Même si hier… Cette Nuit… Une telle fête… Si grande.  
Immense on pourrait dire… 
Les morts sont plus vivants que nous. 
Ils sont morts parce que leurs vies, ils ne les ont jamais laissé tiédir. 
Moi je suis toujours vivante parce que je fais partie des tièdes. 
Le club des tièdes. Blanche et tiède. Voilà ce que je suis. 
L’amour, j’ai tout fait pour l’arracher de mon cœur.  
Et me voilà ici. 
Mon cœur radiateur. 
Thermostat. 
Tout se régule. 
Je peux même boire sans être ivre. 
 
Alias Nina (légèrement saoule) 
Ne pas confondre « Sambre et Meuse » et « Sombre Conne ». 
Je suis défoncée mais pas décomposée. 
La nuit ne m’a pas semblé longue.
À moi, les nuits dans ces lieux ne me semblent jamais longues. 

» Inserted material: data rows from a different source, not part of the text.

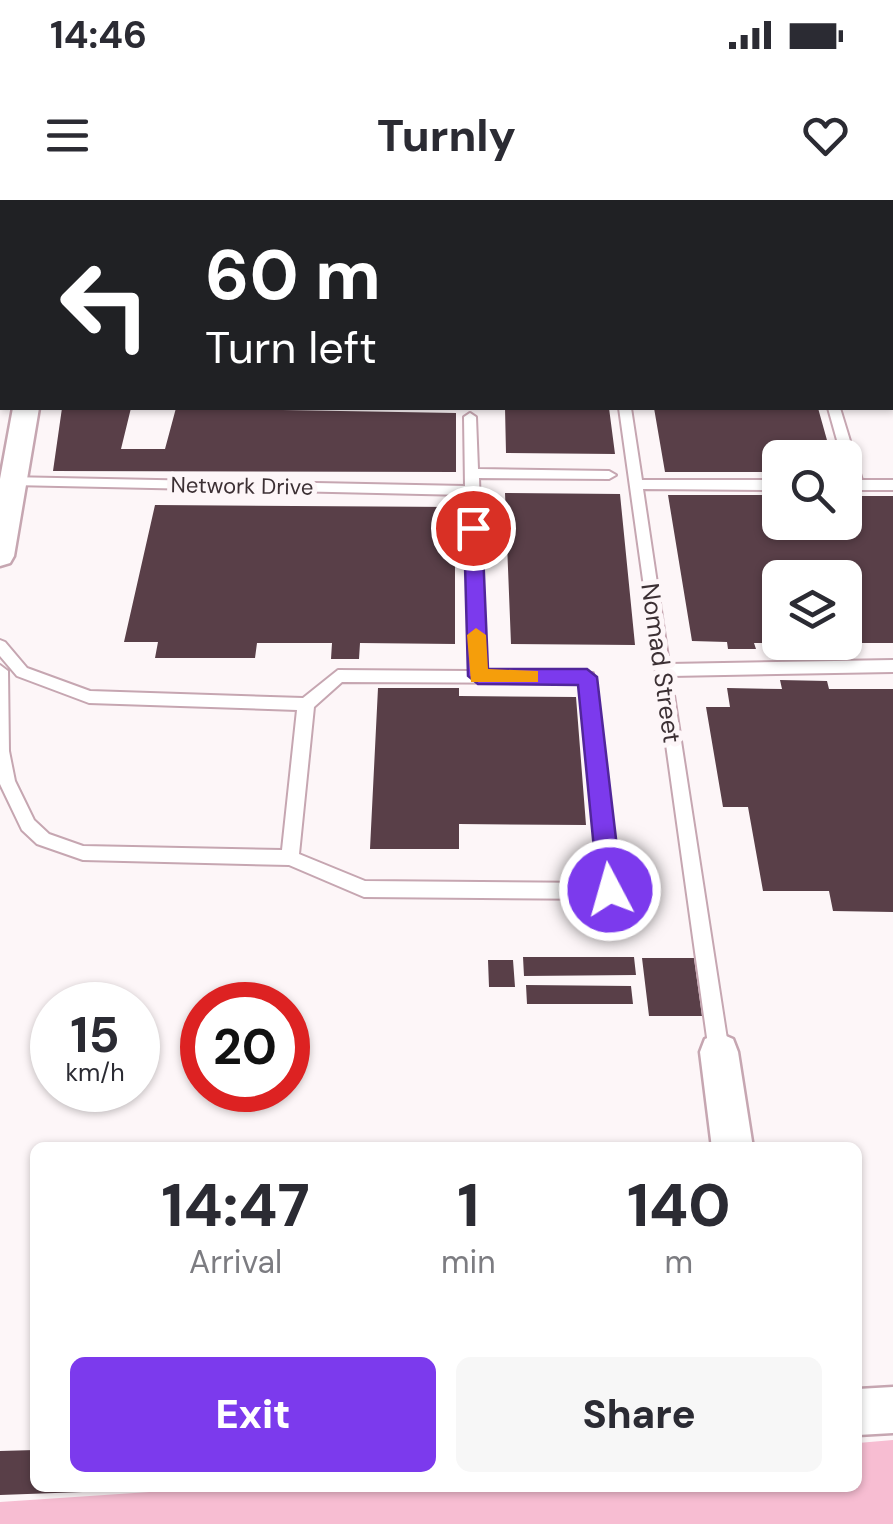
<!DOCTYPE html>
<html lang="en">
<head>
<meta charset="utf-8">
<style>
	:root { --surface:#fff; --page:#f7f7f7; --text:#2b2b33; --muted:#7c7c81; --accent:#7c3aed }
	body { margin:0; font-family:"DM Sans",sans-serif; background:var(--page); color:var(--text); height:100vh; display:flex; flex-direction:column; font-size:38px; white-space:nowrap }
	* { box-sizing:border-box; margin:0 }
	p { font-size:32px; color:var(--muted) }
	.icon { flex:none; width:55px; height:55px; fill:none; stroke:currentColor; stroke-width:2; stroke-linecap:round; stroke-linejoin:round }
	.map { position:relative; flex:1; overflow:hidden }
	.drawer { position:absolute; left:30px; top:942px; width:832px; height:350px; display:flex; flex-direction:column; background:var(--surface); border-radius:15px; box-shadow:0 2px 8px #0004 }
	.drawer>* { flex:none }
	.top-card { position:absolute; left:0px; top:0px; width:895px; height:210px; box-shadow:0 2px 8px #0004; background:#202124; color:#fff; overflow:hidden }
	.buttons { position:absolute; left:762px; top:240px; display:grid; gap:20px }
	.buttons a { display:grid; place-items:center; width:100px; height:100px; border-radius:15px; background:var(--surface); box-shadow:0 2px 8px #0004; font-size:50px }
	.speed { position:absolute; left:30px; top:782px; display:flex; gap:20px; font-size:50px; font-weight:700; text-align:center }
	.speed>* { display:grid; place-content:center; width:130px; height:130px; border-radius:50%; background:var(--surface); box-shadow:0 2px 8px #0004; line-height:1 }
	.speed small { font-size:25px; font-weight:400 }
	.speed .limit { border:15px solid #d22; background:#fff; color:#111 }
	.pin { position:absolute; display:grid; place-items:center; width:85px; height:85px; color:#fff; margin:-42px; border:5px solid #fff; border-radius:50%; box-shadow:0 2px 10px #0007 }
	.me { position:absolute; width:110px; margin:-55px; rotate:354deg; stroke-linejoin:round; filter:drop-shadow(0 0 8px #0008) }
	.turn { display:flex; align-items:center; gap:35px; height:210px; padding:0 40px; font-size:45px }
	.turn .icon { width:130px; height:130px; stroke-width:2.5 }
	.turn b { display:block; font-size:70px; line-height:85px }
	.eta { display:flex; justify-content:space-evenly; align-items:center; height:170px; text-align:center }
	.eta b { font-size:60px; font-weight:800; line-height:70px }
	.primary-button { display:flex; gap:20px; margin-top:auto; padding:20px 40px }
	.primary-button a { flex:1; height:115px; border-radius:15px; background:var(--accent); color:#fff; font-size:40px; font-weight:800; line-height:115px; text-align:center }
	.primary-button a+a { background:var(--page); color:var(--text) }
	.status { display:flex; justify-content:space-between; align-items:center; height:70px; padding:0 50px; background:var(--surface); direction:ltr }
	.status svg { height:28px; fill:currentColor }
	header { display:flex; justify-content:space-between; align-items:center; height:130px; padding:0 40px; background:var(--surface); font-size:45px; font-weight:800 }
	.map>svg:first-child { display:block }
	.green { fill:#f7bdd2 }
	.building { fill:#593f48 }
	.lines { fill:none; stroke-linecap:round; stroke-linejoin:round }
	.service-casing { stroke:#c6a6b1; stroke-width:4 }
	.minor-casing { stroke:#c6a6b1; stroke-width:5 }
	.path { stroke:#9d9396; stroke-width:4; stroke-dasharray:4 5; stroke-linecap:butt }
	.service { fill:#fff; fill-rule:evenodd }
	.minor { fill:#fff; fill-rule:evenodd }
	.route { fill:#7c3aed; stroke:#51269a; stroke-width:2.5 }
	.slow { fill:#f59e0b }
	.labels { text-anchor:middle; dominant-baseline:central; stroke-width:10; stroke-linejoin:round; paint-order:stroke }
	.far-street-label { font-size:22px; fill:#3c3034; stroke:#fdf6f8 }
	.street-label { font-size:25px; fill:#3c3034; stroke:#fdf6f8 }
</style>
</head>
<body>
<div class="status"><b>14:46</b><svg viewBox="0 0 49 12"><path d="M0 12V9h3v3zM5 12V6h3v6zM10 12V3h3v9zM15 12V0h3v12zM26 1h20v11H26zM47 4h2v5h-2z"/></svg></div>
<header><svg class="icon" aria-label="menu" viewBox="0 0 24 24"><path d="M4 6h16M4 12h16M4 18h16"/></svg>Turnly<svg class="icon" aria-label="heart" viewBox="0 0 24 24"><path d="M12 20l-8-8c-3-5 5-10 8-4 3-6 11-1 8 4z"/></svg></header>
<div class="map">
<svg width="893" height="1324" viewBox="0 0 893 1324">
	<rect width="100%" height="100%" fill="#fdf6f8"/>
	<path class="green" d="M893,1240V1324H0V1302L209,1288H858V1243Z"/>
	<path class="building" d="M62,208H131L121,249H165L176,208L456,213V272L53,271Z
		M505,208H609L615,254L506,253Z
		M654,208H818L832,258H780V272H665Z
		M505,293L620,294L635,445L511,444Z
		M668,295H780V322H845V296H893V443H845V378H780V443H754L756,449H728L727,442L692,441Z
		M155,305L455,307V444L360,443L359,459H331L332,443H257L255,458H155L158,442H124Z
		M780,480L827,481L829,489H893V712L833,711L829,691H763L748,607H723L706,507H730L727,488L782,489Z
		M378,488H459V496L576,497L586,625L459,624V649H370Z
		M523,757H634L636,775L524,776Z
		M642,758H694L702,816H649Z
		M488,760H513L515,787H489Z
		M526,785L631,786L633,804H527Z
		M35,1250V1288H110V1291L0,1295V1251Z"/>
	<g class="lines">
		<g class="service-casing">
			<path id="service" d="M619,208H631L642,280H780V290L643,289L669,464L893,460V472L671,476L729,852L726,859L719,861L712,859L709,852Z
				M828,208H840L862,280H893V290H845V280H849L845,258H842Z
				M470,213L476,217L478,269L609,271L616,275L609,279L479,278L486,471L593,473L619,691L616,696L610,699L364,697L289,665L83,660L37,644L22,630L0,584V465L8,471L9,551L15,581L34,620L49,634L83,646L282,650L297,510L89,503L17,476L0,456V440L5,442L27,468L90,491L303,498L338,470L470,471L466,295L12,285L5,280L7,277L465,286L464,217ZM342,482L580,483L600,683L365,681L299,654L314,507Z"/>
		</g>
		<g class="minor-casing">
			<path id="minor" d="M892,7H893V21H892Z
				M13,208H39L14,356L10,363L0,366V279Z
				M719,833L733,839L738,852L753,948H712L700,852L705,839Z
				M893,1187V1233L858,1235V1189Z"/>
		</g>
		<path class="path" d="M443,2L459,0
			M815,2L837,0"/>
		<use href="#service" class="service"/>
		<use href="#minor" class="minor"/>
	</g>
	<path class="route" d="M473,322L482,328L488,469H587L597,477L622,690L618,698H602L598,690L578,485L478,484L468,476L464,328Z"/>
	<path class="slow" d="M476,428L486,435L488,469L538,471V482H471L467,435Z"/>
	<g class="labels">
		<g class="far-street-label">
			<text transform="translate(242 286) rotate(1)">Network Drive</text>
		</g>
		<g class="street-label">
			<text transform="translate(661 463) rotate(82)">Nomad Street</text>
		</g>
	</g>
</svg>
<div class="buttons">
<a><svg class="icon" aria-label="search" viewBox="0 0 24 24"><circle cx="10" cy="10" r="6"/><path d="M15 15l6 6"/></svg></a>
<a><svg class="icon" aria-label="layers" viewBox="0 0 24 24"><path d="M12 4l9 5-9 5-9-5zM3 14l9 5 9-5"/></svg></a>
</div>
<div class="speed"><div>15<small>km/h</small></div><div class="limit">20</div></div>
<div class="pin" style="left:473px;top:328px;background:#d93025"><svg class="icon" aria-label="arrive" viewBox="0 0 24 24"><path d="M6 21V4h12l-3 4 3 4H6"/></svg></div>
<svg class="me" style="left:610px;top:690px" viewBox="-20 -20 40 40"><circle r="17" fill="#7c3aed" stroke="#fff" stroke-width="3"/><path d="M0-11L8 9 0 5-8 9z" fill="#fff"/></svg>
<div class="top-card">
<div class="turn"><svg class="icon" aria-label="left" viewBox="0 0 24 24"><path d="M17 20v-9H6M10 6l-5 5 5 5"/></svg><div><b>60 m</b>Turn left</div></div>
</div>
<section class="drawer">
<div class="eta">
<div><b>14:47</b><p>Arrival</p></div>
<div><b>1</b><p>min</p></div>
<div><b>140</b><p>m</p></div>
</div>
<div class="primary-button"><a>Exit</a><a>Share</a></div>
</section>
</div>
</body>
</html>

Le numéro de la fille nue et qui portait une robe cousue dans des steaks, c’était très beau. 
Comme celui de la stripteaseuse aveugle. (Elle rit
Et quand le petit verrat a quitté sa piste. Le bordel qu’il a mis… 
Tous les ballons éclatés, les lampes explosées…  
Au théâtre ce genre de chose n’arrive jamais. Ou alors, si… 
Non, on ne peut pas imaginer ça au théâtre. 
Pas plus celui d’hier que celui d’aujourd’hui. 
(un temps) 
Quel effet ça fait un mort ? 
Et puis deux. 
On ne sait pas quand ça arrive. 
On apprend la chose. 
On ne comprend pas. 
C’est abstrait. 
C’est après que le vide s’installe.
Vivant, je refusais de le voir. Je lui interdisais… 
Maintenant il n’est plus là. Je ne peux plus le fuir ni rien lui interdire. 
Son cinéma il est terminé.  
Comme ses improvisations soi-disant idiotes et tout ce cirque  
autour de lui…  
Lui et sa pseudo mère. Sa terrible mère.  
Ils me sont rentrés dans les os.
Et le panier de prunes très sucrées il est passé où ? 
Et elle … 
Maintenant elle se prend pour un radiateur. Cette conne.